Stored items
--- --- ---

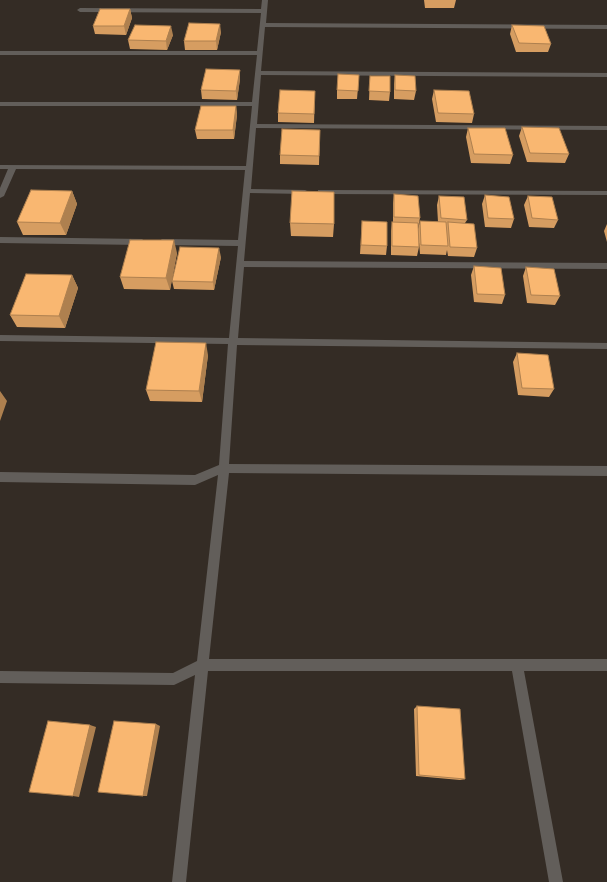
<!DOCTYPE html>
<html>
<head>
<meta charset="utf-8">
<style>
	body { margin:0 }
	canvas { display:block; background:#342c25 }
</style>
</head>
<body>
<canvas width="607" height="882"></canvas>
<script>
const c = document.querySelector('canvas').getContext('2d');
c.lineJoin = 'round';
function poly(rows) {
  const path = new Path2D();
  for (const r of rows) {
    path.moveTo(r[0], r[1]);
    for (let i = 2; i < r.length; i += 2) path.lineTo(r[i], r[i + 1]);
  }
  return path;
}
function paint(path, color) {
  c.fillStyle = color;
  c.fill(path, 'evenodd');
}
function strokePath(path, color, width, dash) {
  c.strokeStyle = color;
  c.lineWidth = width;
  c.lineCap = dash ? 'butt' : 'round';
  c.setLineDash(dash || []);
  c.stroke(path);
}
paint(poly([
	[262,0,268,0,266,23,607,25,607,29,265,27,261,71,607,73,607,77,261,75,257,124,607,126,607,130,256,128,251,189,305,190,309,192,305,194,250,193,244,261,607,263,607,269,244,267,238,338,607,343,607,349,237,345,229,464,607,466,607,476,229,473,209,659,607,659,607,671,524,671,563,882,549,882,512,671,208,671,186,882,172,882,195,675,174,685,0,683,0,671,173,673,197,661,218,475,195,485,0,482,0,472,195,475,219,465,228,344,0,341,0,335,229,338,238,246,162,245,158,242,162,239,238,240,245,170,16,169,4,196,0,198,0,188,8,169,0,169,0,165,246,166,252,106,0,106,0,102,252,102,257,55,0,55,0,51,257,51,261,13,80,12,77,10,80,8,261,9,262,0],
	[318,190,607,191,607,195,321,194,318,194,318,190],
	[0,237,142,239,146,242,142,245,0,243,0,237]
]), '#625e5a');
paint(poly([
	[424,0,456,0,454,8,425,8],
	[130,9,132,18,126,35,95,34,93,26],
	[512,25,551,44,548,52,516,52,510,34],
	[221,32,217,50,185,50,184,41],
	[173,35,167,50,130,49,128,40],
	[359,75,357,99,337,99,337,90],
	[395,75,416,91,414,100,394,99,394,84],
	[370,76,390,92,389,101,369,100],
	[240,79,237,100,202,99,201,90],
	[434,90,474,114,472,123,436,122,432,99],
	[315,91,314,123,278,122,278,113],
	[236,106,237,115,234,139,197,139,195,130],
	[522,127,569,154,565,163,527,162,519,136],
	[468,128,513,155,510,164,471,163,466,137],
	[320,130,319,165,280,164,280,155],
	[72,191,77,204,66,235,23,235,17,222],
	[394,194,420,218,418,227,419,247,417,256,391,255,391,231,392,222,393,222,393,203],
	[485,195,514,219,511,228,485,227,482,204],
	[439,196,467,220,465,223,477,248,474,257,448,256,447,250,446,255,420,254,418,230,420,221,438,222,437,205],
	[528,196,558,220,554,228,529,227,524,205],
	[362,221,387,246,386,255,360,254],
	[290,223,334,224,333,237,291,236],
	[607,224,607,242,604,231],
	[177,253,170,290,124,289,120,277],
	[221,257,214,290,174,289,172,281],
	[474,266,505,295,502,304,474,302,471,275],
	[526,267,560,296,555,305,527,303,523,276],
	[72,275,78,288,65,328,17,327,10,315],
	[517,353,554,389,549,397,518,395,513,362],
	[208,355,202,402,150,401,146,390],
	[417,706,465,779,460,780,416,776,414,709]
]), '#d69d61');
paint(poly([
	[130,9,132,18,126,35,124,26],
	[220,24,221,32,217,50,216,41],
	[171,26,173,35,167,50,166,41],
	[240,70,240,79,237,100,236,91],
	[236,106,237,115,234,139,233,130],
	[72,191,77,204,66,235,60,223],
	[174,240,177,253,170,290,166,278],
	[219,248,221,257,214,290,213,282],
	[72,275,78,288,65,328,59,316],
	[206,343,208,355,202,402,199,391],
	[0,391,7,401,0,421],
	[156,724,160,726,147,796,143,796],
	[90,725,96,727,79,797,73,796]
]), '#ae804f');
const building = poly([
	[100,9,130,9,124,26,93,26,100,9],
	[189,23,220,24,216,41,184,41,189,23],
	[135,25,171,26,166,41,128,40,135,25],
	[512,25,544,26,551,44,519,43,512,25],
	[206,69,240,70,236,91,201,90,206,69],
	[338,74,359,75,358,91,337,90,338,74],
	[395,75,415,76,416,91,395,90,395,75],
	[370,76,390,76,390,92,369,91,370,76],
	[280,90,315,91,314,114,278,113,280,90],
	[434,90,469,91,474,114,438,113,434,90],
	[201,106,236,106,233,130,195,130,201,106],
	[522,127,559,128,569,154,530,153,522,127],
	[468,128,505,128,513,155,474,154,468,128],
	[282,129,320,130,319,156,280,155,282,129],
	[31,190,72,191,60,223,17,222,31,190],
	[292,191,334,192,334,224,290,223,292,191],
	[394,194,418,196,420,218,394,217,394,194],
	[485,195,509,197,514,219,488,218,485,195],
	[439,196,464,197,467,220,441,218,439,196],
	[528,196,552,197,558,220,532,218,528,196],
	[362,221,387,222,387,246,361,245,362,221],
	[420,221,446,222,448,246,421,245,420,221],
	[392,222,418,223,419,247,392,246,392,222],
	[448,222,474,224,477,248,450,247,448,222],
	[130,240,174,240,166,278,120,277,130,240],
	[180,247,219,248,213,282,172,281,180,247],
	[474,266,501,268,505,295,477,294,474,266],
	[526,267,554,269,560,296,531,295,526,267],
	[26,274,72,275,59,316,10,315,26,274],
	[156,342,206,343,199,391,146,390,156,342],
	[517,353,548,355,554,389,522,388,517,353],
	[417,706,460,709,465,779,419,775,417,706],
	[48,721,90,725,73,796,29,792,48,721],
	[114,721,156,724,143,796,98,792,114,721]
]);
paint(building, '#f9b771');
strokePath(building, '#ae804f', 1);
</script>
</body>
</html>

--- --- ---

Instructions for the task:
Would you copy, unchanged, the stretch of the records above that begins at the line containing "c.lineWidth = width;" and ends at the line containing "c.stroke(path);", and only that?

Problem solution:
  c.lineWidth = width;
  c.lineCap = dash ? 'butt' : 'round';
  c.setLineDash(dash || []);
  c.stroke(path);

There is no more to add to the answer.